Fair Equity % For Capital Raise, Acquisition, Rehab, & Management

Joel Barrett
  • Developer
  • Rochester, NY
Posted

I've created a small portfolio of 1-4 family properties, where I've found, purchased, project managed a team of contractors through rehab, financed, refinanced, and managed the properties independently. 

I've now been approached by investors through my personal network, and I can see the opportunity associated with taking on investor capital; however, what is the best way and structure to take on the additional capital? 

My thoughts are - use the capital to gain an equity stake in the company without investing any of my own capital, use the capital and provide capital of my own and take a percentage equity stake, use the capital and pay a fixed rate of interest (approx. 10%). 

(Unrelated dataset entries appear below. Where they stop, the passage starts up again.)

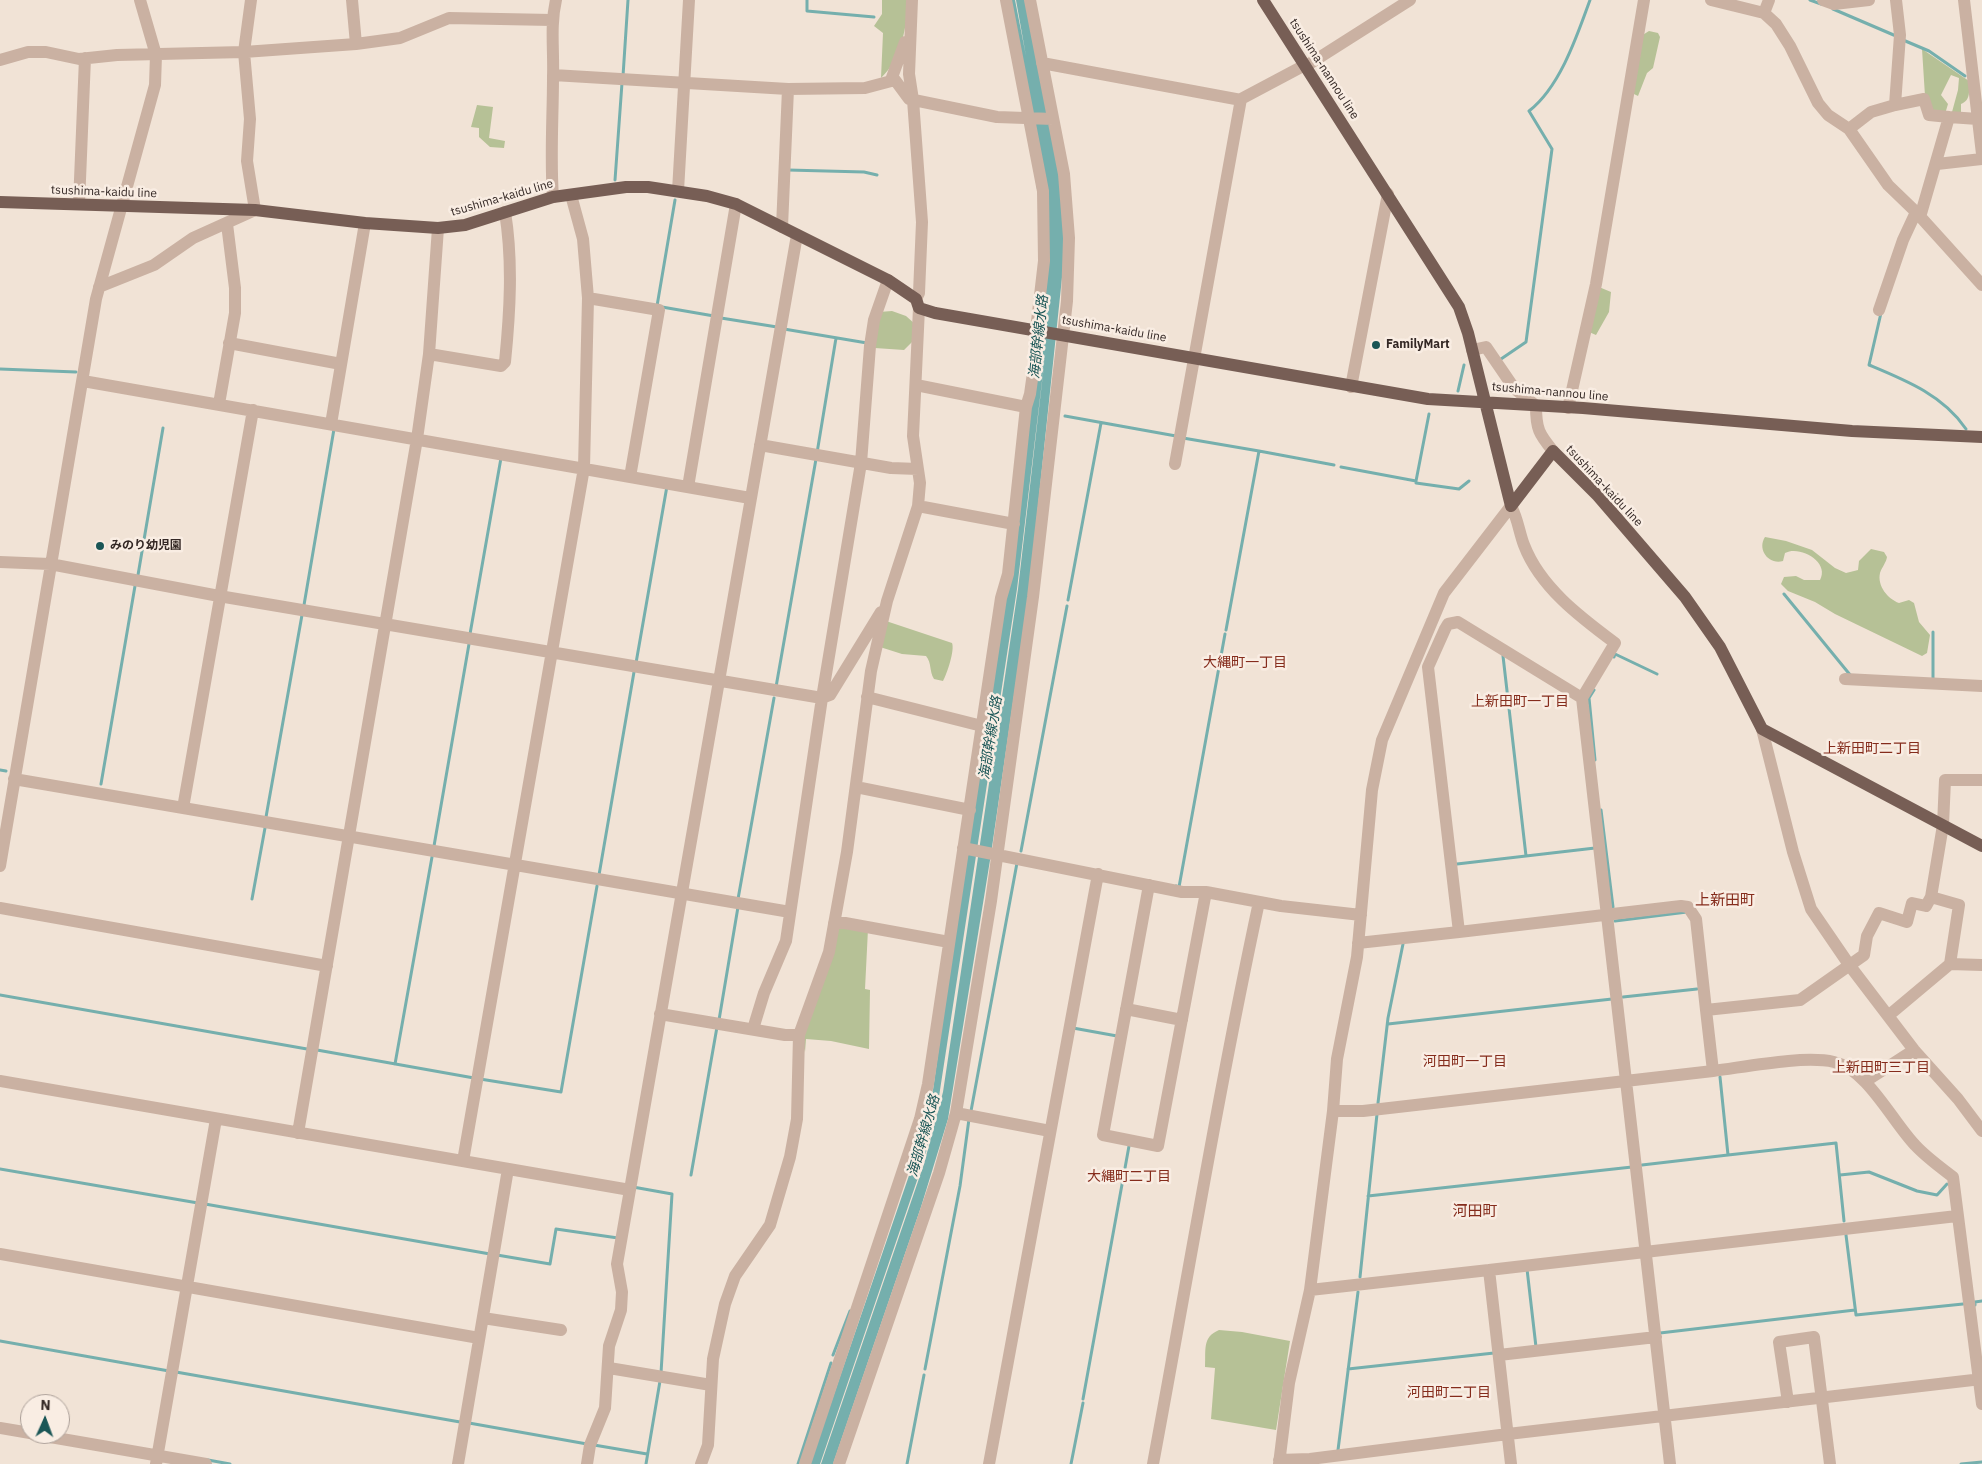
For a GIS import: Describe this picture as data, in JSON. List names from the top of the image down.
{
  "streets": {
    "main road": ["tsushima-nannou line", "tsushima-kaidu line"]
  },
  "crossings": [
    ["tsushima-nannou line", "tsushima-kaidu line"]
  ],
  "districts": [
    "大縄町一丁目",
    "上新田町一丁目",
    "上新田町二丁目",
    "上新田町",
    "河田町一丁目",
    "上新田町三丁目",
    "大縄町二丁目",
    "河田町",
    "河田町二丁目"
  ],
  "water": ["海部幹線水路"],
  "places": ["FamilyMart", "みのり幼児園"],
  "north": "top"
}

If I do go the equity route - such as taking 10% initially in additional capital for my services, should I also charge management fees down the road - or should these two activities be separate? 

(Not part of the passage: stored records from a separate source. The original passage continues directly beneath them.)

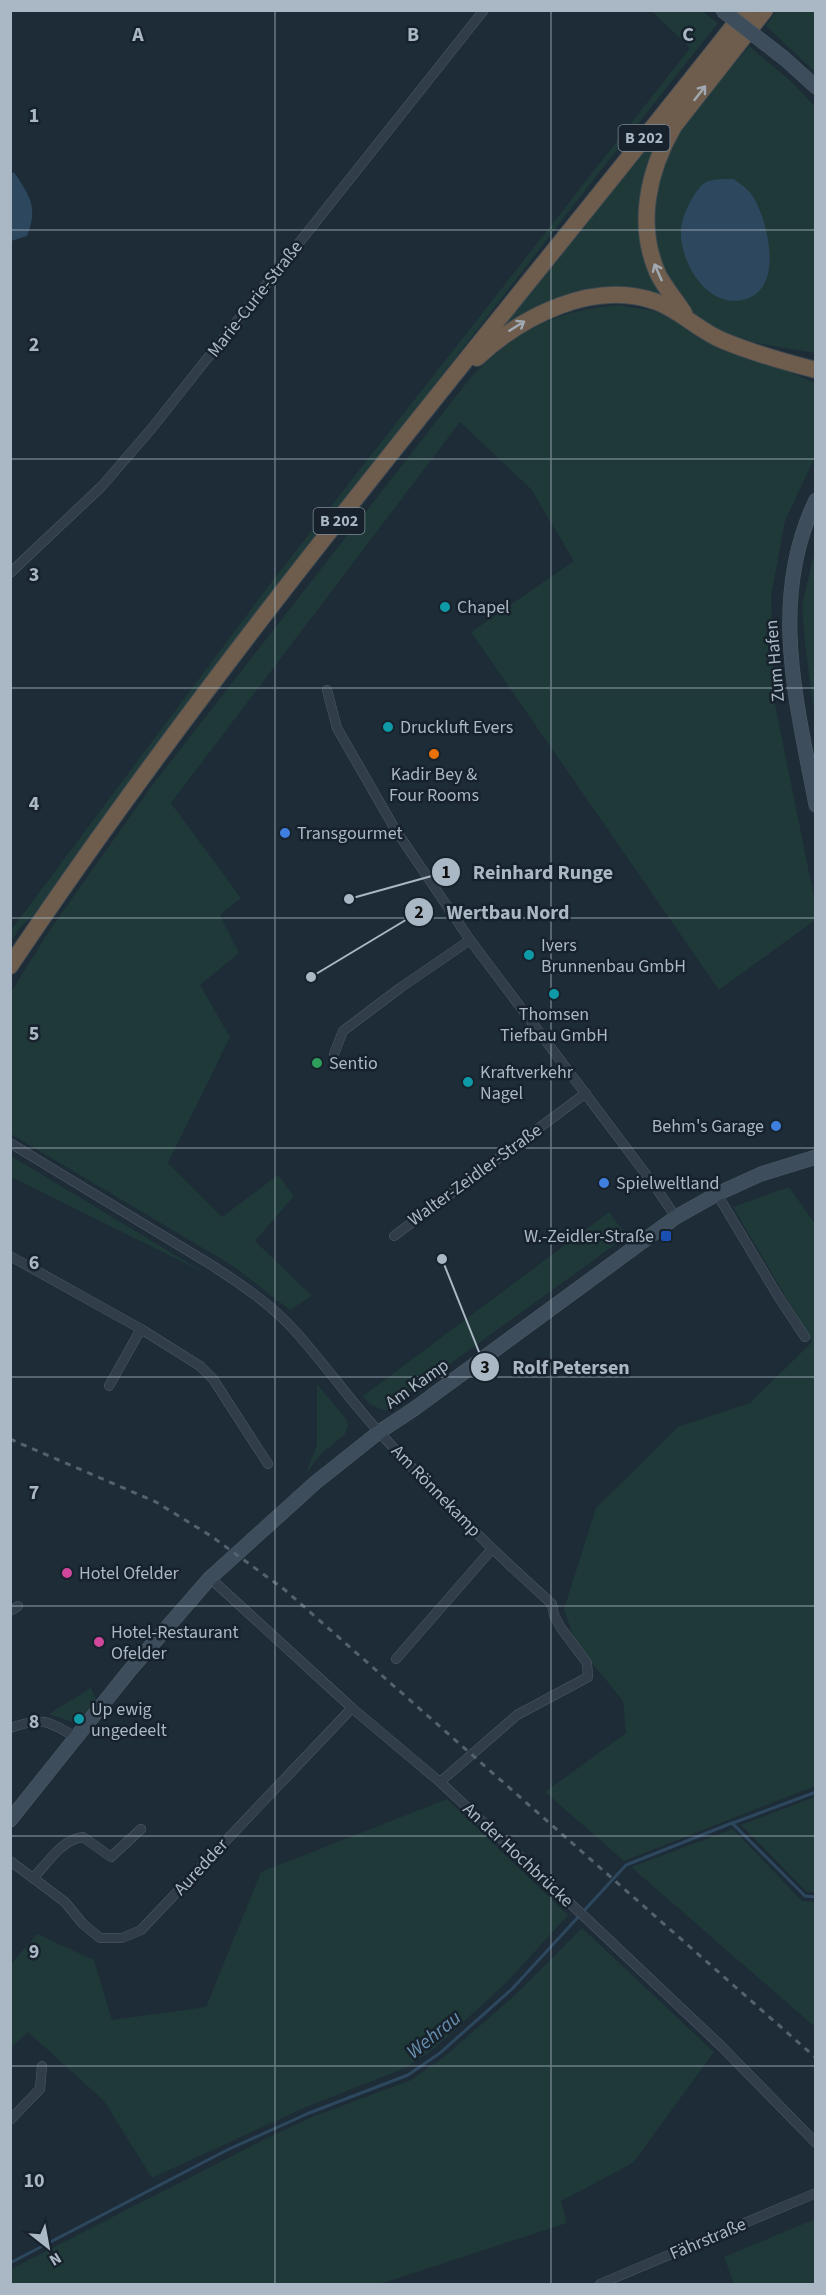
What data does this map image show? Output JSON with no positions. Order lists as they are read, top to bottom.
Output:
{
  "streets": {
    "highway": ["B 202"],
    "main road": ["Zum Hafen", "Am Kamp"],
    "street": [
      "Marie-Curie-Straße",
      "Walter-Zeidler-Straße",
      "Am Rönnekamp",
      "An der Hochbrücke",
      "Auredder",
      "Fährstraße"
    ]
  },
  "crossings": [
    ["Am Kamp", "Am Rönnekamp"],
    ["Am Kamp", "An der Hochbrücke"],
    ["Am Rönnekamp", "An der Hochbrücke"],
    ["An der Hochbrücke", "Auredder"]
  ],
  "water": ["Wehrau"],
  "places": {
    "other": [
      "Chapel",
      "Druckluft Evers",
      "Kadir Bey & Four Rooms",
      "Transgourmet",
      "Reinhard Runge",
      "Ivers Brunnenbau GmbH",
      "Wertbau Nord",
      "Thomsen Tiefbau GmbH",
      "Sentio",
      "Kraftverkehr Nagel",
      "Behm's Garage",
      "Spielweltland",
      "Rolf Petersen",
      "Hotel Ofelder",
      "Hotel-Restaurant Ofelder",
      "Up ewig ungedeelt"
    ],
    "transit": ["W.-Zeidler-Straße"]
  },
  "north": "bottom right",
  "grid": {
    "columns": ["A", "B", "C"],
    "rows": [
      "1",
      "2",
      "3",
      "4",
      "5",
      "6",
      "7",
      "8",
      "9",
      "10"
    ]
  }
}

It's a lot easier to figure out going the fixed interest rate route; but it would also depend on the requirements of the investor (whether they want equity, or a fixed rate of return). 

Most Popular Reply

User Stats

126
Posts
52
Votes
David Fritch
  • Real Estate Broker
  • Pasco, WA
52
Votes |
126
Posts
David Fritch
  • Real Estate Broker
  • Pasco, WA
Replied

In the lending scenario, are they getting a trust deed and promissory note as security or just a promissory note? ie is that the money you're using to buy the house with or are you using it as a down payment + rehab + carrying costs?  

So I guess what I'm asking is; walk through a hypothetical deal, roughly how much money are you getting from how many parties and what are you using the money for?  Then 2-3 options on how and when the investors money might be paid back. I think your answer is in those two questions. 1 What is your investors risk/security? 2 When and how would they like to be paid and does that mesh with how you'd like to be paid? If you answer those you have a pretty good starting point for structuring the deal.